**Saved entries**.

_ _ _ _ _

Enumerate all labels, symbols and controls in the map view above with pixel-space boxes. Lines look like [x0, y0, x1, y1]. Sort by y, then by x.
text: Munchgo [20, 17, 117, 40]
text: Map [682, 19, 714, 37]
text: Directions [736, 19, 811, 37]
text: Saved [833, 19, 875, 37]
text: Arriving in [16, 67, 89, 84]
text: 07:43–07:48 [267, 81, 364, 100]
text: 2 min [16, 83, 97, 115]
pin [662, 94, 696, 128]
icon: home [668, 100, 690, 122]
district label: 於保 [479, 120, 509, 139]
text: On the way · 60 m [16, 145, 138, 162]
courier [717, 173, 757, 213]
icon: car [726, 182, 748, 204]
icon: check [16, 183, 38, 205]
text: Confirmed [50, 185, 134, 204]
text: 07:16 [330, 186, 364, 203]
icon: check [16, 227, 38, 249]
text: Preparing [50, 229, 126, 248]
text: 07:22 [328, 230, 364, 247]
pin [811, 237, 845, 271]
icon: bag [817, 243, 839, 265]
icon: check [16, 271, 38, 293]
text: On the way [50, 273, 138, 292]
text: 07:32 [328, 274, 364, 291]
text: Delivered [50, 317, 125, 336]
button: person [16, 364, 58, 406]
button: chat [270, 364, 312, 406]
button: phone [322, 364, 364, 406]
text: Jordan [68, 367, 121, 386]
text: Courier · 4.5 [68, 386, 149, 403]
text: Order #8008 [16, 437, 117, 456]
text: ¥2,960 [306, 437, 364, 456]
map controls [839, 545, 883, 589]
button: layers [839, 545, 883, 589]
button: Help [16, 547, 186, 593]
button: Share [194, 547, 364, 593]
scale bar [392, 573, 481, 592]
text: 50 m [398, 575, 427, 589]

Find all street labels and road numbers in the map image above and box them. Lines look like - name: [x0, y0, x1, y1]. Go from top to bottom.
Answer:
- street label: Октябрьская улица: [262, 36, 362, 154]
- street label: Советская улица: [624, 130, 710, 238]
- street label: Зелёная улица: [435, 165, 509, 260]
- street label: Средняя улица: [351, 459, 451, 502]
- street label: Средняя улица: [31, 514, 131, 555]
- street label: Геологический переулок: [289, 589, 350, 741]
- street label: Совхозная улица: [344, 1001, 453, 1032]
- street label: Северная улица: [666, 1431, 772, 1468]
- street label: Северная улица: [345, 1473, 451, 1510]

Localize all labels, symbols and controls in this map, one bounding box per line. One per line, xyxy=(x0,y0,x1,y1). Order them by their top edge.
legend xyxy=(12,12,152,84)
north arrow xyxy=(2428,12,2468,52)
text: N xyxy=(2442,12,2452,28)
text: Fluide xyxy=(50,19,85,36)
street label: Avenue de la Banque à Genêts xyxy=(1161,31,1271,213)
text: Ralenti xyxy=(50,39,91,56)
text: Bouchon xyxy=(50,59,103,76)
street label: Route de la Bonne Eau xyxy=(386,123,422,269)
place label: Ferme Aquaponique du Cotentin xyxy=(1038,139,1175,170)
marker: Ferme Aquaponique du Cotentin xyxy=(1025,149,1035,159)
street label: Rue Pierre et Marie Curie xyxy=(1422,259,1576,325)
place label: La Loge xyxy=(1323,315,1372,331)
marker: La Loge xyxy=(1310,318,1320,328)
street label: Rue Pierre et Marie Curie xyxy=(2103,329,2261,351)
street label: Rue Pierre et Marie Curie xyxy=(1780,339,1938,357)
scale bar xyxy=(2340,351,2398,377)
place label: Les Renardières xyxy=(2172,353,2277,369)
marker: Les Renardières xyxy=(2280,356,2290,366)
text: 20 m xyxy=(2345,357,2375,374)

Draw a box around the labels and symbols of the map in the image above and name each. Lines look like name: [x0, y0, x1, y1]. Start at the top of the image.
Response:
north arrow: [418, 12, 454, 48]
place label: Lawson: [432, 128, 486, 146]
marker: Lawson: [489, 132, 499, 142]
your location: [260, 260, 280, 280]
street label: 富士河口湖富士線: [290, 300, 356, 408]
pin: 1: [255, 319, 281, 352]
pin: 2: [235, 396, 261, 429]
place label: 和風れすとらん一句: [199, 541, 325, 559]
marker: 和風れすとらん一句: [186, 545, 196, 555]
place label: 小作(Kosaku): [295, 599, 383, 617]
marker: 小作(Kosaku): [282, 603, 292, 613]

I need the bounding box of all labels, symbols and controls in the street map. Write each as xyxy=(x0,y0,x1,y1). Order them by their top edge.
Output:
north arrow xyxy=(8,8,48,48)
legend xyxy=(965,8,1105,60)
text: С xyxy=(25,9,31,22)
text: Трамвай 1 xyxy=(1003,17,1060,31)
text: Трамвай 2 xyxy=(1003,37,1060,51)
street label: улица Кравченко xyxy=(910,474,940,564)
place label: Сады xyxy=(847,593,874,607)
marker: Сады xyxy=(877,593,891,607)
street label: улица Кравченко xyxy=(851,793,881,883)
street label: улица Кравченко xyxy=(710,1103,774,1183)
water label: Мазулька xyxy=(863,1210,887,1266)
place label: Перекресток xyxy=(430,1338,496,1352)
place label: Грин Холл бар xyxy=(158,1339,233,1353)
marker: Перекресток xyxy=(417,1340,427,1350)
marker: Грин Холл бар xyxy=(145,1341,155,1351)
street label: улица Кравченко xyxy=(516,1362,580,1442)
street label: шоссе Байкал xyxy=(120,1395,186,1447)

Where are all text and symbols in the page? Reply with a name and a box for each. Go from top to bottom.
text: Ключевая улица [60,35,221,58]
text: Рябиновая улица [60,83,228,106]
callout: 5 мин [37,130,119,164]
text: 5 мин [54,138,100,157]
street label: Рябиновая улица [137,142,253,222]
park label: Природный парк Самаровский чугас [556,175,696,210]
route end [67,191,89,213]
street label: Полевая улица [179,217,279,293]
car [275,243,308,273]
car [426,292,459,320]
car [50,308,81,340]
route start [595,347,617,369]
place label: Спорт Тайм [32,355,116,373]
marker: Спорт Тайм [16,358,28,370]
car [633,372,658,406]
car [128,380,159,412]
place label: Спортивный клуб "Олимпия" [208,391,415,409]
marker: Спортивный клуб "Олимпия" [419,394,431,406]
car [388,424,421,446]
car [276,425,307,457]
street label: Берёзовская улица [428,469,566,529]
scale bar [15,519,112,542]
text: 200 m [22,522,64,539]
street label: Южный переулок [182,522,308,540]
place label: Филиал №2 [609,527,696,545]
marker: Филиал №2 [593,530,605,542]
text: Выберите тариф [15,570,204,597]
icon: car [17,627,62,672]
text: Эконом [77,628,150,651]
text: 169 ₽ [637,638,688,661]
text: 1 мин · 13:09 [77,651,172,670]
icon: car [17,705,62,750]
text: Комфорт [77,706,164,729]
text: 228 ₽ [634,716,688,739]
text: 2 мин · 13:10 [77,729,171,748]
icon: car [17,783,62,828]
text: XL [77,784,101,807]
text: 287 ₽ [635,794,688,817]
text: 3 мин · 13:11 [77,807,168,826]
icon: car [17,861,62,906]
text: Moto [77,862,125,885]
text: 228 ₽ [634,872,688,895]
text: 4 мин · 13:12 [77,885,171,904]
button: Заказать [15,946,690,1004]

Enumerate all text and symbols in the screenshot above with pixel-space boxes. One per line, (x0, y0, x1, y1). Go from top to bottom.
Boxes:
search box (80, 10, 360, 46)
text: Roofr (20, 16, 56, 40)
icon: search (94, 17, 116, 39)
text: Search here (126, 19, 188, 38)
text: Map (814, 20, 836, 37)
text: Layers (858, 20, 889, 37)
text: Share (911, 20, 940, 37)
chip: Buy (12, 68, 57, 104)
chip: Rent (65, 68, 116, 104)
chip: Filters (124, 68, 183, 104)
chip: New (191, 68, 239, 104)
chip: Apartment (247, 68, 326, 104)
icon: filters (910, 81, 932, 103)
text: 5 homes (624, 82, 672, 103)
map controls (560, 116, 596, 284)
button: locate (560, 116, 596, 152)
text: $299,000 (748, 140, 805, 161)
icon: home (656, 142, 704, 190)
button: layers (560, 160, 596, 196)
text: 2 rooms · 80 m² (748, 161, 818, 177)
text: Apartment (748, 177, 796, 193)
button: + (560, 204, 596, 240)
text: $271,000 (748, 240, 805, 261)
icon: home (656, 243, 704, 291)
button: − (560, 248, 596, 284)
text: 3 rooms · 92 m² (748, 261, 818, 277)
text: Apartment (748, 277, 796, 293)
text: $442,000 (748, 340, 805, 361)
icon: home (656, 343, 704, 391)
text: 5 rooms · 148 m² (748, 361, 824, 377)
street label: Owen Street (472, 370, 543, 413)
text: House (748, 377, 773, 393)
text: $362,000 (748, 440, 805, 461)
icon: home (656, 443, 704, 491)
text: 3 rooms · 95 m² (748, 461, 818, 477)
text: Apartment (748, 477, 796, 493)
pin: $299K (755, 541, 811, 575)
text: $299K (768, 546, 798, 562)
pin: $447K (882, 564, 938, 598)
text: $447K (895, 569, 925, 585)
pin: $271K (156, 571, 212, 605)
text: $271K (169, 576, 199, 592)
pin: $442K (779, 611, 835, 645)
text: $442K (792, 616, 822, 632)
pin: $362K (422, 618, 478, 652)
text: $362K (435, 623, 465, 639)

_ _ _ _ _

**EXERCISE AIM**. Reply with nothing but the number of lines in the data above that contain "Pierre".

**OUTPUT OF THE TASK**. 3